▶ **PROBLEM STATEMENT**: Beginning at the top of the data below, write out every line exactly until you reach the line with "-10px;border-radius:9px;box-shadow:0 0 5px", and include that line.

▶ **PROVIDED INFORMATION**:
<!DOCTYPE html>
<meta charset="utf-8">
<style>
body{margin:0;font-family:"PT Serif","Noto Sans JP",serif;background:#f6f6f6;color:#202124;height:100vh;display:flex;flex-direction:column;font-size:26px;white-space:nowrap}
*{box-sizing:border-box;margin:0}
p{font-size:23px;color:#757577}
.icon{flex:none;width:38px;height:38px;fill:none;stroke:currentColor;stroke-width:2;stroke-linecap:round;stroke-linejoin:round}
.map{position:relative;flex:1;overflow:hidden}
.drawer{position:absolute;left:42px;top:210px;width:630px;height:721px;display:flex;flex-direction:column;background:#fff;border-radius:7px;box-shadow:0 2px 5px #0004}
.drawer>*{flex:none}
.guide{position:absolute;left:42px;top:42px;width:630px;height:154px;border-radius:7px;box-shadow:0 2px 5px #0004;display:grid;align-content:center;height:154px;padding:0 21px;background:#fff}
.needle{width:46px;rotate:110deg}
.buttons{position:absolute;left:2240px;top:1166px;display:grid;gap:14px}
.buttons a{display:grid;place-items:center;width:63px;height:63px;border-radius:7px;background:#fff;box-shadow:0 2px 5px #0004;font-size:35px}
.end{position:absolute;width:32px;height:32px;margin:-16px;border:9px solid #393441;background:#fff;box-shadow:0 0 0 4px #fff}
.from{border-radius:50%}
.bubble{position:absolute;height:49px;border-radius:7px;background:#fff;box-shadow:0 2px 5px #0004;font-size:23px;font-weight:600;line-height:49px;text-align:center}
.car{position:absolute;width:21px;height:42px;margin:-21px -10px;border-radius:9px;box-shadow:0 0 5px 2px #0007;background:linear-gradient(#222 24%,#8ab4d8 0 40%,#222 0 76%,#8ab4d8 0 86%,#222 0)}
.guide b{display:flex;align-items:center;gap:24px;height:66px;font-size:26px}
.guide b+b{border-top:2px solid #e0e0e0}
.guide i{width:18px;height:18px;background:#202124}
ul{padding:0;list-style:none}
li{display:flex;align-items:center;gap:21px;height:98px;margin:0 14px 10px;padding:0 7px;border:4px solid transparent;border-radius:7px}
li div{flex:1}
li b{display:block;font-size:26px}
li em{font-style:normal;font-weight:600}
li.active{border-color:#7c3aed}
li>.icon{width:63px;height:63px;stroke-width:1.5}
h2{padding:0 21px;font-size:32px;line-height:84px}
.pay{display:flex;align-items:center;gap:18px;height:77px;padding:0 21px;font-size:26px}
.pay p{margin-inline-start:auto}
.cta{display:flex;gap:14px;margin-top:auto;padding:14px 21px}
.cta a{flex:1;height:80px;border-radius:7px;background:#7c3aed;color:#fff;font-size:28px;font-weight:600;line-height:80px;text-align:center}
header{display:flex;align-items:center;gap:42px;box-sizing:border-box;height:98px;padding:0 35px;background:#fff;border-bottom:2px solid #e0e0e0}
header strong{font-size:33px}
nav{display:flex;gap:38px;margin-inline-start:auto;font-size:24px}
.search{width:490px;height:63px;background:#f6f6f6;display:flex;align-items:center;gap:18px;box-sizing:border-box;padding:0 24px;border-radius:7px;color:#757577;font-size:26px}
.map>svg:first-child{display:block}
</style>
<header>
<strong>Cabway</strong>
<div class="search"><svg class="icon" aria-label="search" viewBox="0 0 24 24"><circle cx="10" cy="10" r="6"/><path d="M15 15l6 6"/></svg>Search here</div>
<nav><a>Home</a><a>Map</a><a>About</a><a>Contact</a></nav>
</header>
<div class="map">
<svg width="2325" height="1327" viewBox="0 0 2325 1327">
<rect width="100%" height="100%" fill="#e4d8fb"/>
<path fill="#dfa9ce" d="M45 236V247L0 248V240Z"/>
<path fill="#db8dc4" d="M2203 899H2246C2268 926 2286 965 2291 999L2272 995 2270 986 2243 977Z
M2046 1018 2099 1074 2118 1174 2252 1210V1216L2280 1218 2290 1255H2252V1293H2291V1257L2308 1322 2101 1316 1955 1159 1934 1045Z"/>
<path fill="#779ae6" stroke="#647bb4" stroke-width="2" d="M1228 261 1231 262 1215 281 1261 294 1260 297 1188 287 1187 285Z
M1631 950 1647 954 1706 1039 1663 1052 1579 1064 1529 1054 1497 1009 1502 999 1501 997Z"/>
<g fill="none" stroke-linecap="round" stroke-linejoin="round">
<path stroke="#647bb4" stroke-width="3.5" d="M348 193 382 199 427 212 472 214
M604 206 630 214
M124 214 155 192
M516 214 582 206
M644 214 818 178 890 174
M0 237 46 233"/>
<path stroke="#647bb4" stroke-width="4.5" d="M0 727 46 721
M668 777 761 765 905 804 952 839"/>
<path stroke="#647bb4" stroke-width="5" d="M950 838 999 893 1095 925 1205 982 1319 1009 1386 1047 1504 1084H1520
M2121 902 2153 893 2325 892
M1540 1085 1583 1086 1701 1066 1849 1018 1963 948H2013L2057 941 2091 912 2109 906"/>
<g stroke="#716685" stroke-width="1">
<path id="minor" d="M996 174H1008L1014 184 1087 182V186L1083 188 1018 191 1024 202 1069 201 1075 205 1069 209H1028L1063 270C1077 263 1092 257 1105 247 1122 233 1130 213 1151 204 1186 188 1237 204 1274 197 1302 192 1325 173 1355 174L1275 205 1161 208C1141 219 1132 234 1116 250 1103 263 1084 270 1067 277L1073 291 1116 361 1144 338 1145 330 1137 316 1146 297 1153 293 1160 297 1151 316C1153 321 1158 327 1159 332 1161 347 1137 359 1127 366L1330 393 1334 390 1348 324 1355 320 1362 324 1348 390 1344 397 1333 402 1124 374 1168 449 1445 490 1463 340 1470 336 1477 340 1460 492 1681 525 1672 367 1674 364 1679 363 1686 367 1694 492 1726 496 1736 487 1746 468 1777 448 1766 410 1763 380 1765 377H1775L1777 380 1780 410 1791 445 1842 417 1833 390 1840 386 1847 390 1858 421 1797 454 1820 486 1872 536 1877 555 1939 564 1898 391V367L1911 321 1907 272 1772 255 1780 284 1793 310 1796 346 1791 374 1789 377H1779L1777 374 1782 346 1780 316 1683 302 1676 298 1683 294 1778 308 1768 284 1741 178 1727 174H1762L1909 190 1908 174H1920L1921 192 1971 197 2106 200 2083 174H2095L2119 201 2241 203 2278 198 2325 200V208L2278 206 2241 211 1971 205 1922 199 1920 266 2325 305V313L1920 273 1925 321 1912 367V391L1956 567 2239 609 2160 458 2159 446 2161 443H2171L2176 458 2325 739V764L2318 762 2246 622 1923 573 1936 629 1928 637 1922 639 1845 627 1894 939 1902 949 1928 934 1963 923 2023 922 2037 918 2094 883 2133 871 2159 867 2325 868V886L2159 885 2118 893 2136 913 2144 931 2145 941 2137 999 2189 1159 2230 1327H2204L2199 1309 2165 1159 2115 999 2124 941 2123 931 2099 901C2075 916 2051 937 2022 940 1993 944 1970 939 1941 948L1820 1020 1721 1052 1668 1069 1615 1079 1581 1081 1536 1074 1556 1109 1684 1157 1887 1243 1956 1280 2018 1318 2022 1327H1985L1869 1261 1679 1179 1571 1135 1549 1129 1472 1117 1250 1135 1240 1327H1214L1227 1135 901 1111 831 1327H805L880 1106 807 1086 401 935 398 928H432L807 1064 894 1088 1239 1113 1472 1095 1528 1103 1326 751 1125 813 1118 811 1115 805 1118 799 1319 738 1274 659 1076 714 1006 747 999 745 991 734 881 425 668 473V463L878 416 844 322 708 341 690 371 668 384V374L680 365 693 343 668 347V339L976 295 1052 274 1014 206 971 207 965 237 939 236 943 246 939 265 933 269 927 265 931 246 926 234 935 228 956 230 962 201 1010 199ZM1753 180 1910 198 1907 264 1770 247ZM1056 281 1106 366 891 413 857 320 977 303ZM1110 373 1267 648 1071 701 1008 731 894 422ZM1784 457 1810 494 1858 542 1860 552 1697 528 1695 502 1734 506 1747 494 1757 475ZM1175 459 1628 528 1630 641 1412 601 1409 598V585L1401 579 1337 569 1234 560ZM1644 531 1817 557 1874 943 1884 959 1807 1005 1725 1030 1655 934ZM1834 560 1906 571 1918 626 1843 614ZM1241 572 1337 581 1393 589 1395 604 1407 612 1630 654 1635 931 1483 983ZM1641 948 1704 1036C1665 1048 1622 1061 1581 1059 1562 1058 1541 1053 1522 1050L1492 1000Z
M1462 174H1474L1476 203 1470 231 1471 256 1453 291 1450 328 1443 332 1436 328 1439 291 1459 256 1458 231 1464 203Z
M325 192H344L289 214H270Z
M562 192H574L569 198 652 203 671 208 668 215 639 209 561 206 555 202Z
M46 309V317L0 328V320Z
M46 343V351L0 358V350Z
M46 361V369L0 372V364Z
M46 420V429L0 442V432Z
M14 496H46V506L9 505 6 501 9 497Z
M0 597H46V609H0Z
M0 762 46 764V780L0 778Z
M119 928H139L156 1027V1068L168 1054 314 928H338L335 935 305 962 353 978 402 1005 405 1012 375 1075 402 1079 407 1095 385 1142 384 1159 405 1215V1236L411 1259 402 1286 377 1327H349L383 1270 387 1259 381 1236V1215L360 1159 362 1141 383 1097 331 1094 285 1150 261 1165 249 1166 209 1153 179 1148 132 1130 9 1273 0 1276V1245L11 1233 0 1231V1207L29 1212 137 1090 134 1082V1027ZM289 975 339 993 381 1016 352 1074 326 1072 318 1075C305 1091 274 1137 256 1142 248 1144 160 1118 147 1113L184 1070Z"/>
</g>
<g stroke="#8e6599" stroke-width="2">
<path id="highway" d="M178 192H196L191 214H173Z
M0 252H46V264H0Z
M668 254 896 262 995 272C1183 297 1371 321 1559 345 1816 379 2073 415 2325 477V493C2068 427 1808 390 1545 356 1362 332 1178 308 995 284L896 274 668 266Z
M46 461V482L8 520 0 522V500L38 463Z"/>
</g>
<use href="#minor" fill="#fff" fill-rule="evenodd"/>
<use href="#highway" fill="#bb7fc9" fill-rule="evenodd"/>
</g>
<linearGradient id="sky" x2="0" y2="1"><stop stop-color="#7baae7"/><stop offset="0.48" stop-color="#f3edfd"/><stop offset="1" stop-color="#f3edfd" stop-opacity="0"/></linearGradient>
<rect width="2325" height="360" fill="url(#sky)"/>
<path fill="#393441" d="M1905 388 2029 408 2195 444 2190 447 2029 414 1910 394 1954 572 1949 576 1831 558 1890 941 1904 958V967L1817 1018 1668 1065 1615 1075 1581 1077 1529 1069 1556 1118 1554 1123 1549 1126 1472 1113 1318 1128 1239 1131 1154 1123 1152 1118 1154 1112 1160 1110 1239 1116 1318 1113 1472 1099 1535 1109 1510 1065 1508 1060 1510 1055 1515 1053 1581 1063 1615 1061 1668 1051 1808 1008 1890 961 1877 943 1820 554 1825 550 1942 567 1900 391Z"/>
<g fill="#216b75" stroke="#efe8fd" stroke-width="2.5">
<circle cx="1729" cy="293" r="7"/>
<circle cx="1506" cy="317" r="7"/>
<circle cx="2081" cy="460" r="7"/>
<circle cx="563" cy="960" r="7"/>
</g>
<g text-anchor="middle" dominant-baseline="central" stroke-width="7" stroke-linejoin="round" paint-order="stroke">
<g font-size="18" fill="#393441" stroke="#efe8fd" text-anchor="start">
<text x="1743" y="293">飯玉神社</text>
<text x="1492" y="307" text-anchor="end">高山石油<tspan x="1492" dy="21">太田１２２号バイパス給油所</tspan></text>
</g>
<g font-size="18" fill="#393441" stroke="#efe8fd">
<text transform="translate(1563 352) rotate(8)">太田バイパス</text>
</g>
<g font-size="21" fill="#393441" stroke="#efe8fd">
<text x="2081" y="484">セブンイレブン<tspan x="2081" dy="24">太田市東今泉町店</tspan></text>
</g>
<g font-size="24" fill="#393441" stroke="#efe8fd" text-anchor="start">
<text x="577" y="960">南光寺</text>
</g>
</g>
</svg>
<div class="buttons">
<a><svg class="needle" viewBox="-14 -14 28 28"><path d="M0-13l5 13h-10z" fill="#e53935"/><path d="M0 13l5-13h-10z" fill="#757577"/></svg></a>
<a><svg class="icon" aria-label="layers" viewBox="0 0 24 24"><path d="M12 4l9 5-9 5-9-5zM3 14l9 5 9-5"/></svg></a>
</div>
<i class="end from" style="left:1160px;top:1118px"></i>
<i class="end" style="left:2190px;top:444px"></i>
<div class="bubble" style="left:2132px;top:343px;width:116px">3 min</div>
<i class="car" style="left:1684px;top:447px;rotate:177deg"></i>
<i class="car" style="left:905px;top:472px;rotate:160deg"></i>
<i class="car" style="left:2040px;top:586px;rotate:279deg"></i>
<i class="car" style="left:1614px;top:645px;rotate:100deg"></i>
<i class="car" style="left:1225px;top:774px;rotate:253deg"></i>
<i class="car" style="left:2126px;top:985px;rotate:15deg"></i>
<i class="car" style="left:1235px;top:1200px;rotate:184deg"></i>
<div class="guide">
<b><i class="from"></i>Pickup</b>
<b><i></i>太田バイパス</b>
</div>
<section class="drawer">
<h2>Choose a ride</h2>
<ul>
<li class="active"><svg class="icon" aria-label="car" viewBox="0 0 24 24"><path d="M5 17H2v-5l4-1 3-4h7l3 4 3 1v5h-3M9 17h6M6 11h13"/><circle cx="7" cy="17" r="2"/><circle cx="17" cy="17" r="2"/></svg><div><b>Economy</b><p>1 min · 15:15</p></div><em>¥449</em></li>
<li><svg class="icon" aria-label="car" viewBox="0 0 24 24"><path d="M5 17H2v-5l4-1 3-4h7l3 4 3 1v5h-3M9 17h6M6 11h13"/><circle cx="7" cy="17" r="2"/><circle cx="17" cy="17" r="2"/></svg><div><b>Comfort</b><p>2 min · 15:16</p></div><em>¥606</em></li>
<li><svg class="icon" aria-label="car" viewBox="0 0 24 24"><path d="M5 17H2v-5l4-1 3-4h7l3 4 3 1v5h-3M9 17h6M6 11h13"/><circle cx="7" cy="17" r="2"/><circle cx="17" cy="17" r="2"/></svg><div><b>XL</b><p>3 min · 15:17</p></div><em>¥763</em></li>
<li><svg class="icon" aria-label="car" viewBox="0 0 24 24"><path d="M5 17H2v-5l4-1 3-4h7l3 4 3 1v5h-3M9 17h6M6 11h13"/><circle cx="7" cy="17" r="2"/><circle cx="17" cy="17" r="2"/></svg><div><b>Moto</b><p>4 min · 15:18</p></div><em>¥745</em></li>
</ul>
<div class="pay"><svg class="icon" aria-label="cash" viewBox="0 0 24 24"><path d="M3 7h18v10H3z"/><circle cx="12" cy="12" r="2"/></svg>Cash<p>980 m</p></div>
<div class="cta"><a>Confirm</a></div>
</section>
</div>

▶ **EXERCISE RESULT**:
<!DOCTYPE html>
<meta charset="utf-8">
<style>
body{margin:0;font-family:"PT Serif","Noto Sans JP",serif;background:#f6f6f6;color:#202124;height:100vh;display:flex;flex-direction:column;font-size:26px;white-space:nowrap}
*{box-sizing:border-box;margin:0}
p{font-size:23px;color:#757577}
.icon{flex:none;width:38px;height:38px;fill:none;stroke:currentColor;stroke-width:2;stroke-linecap:round;stroke-linejoin:round}
.map{position:relative;flex:1;overflow:hidden}
.drawer{position:absolute;left:42px;top:210px;width:630px;height:721px;display:flex;flex-direction:column;background:#fff;border-radius:7px;box-shadow:0 2px 5px #0004}
.drawer>*{flex:none}
.guide{position:absolute;left:42px;top:42px;width:630px;height:154px;border-radius:7px;box-shadow:0 2px 5px #0004;display:grid;align-content:center;height:154px;padding:0 21px;background:#fff}
.needle{width:46px;rotate:110deg}
.buttons{position:absolute;left:2240px;top:1166px;display:grid;gap:14px}
.buttons a{display:grid;place-items:center;width:63px;height:63px;border-radius:7px;background:#fff;box-shadow:0 2px 5px #0004;font-size:35px}
.end{position:absolute;width:32px;height:32px;margin:-16px;border:9px solid #393441;background:#fff;box-shadow:0 0 0 4px #fff}
.from{border-radius:50%}
.bubble{position:absolute;height:49px;border-radius:7px;background:#fff;box-shadow:0 2px 5px #0004;font-size:23px;font-weight:600;line-height:49px;text-align:center}
.car{position:absolute;width:21px;height:42px;margin:-21px -10px;border-radius:9px;box-shadow:0 0 5px 2px #0007;background:linear-gradient(#222 24%,#8ab4d8 0 40%,#222 0 76%,#8ab4d8 0 86%,#222 0)}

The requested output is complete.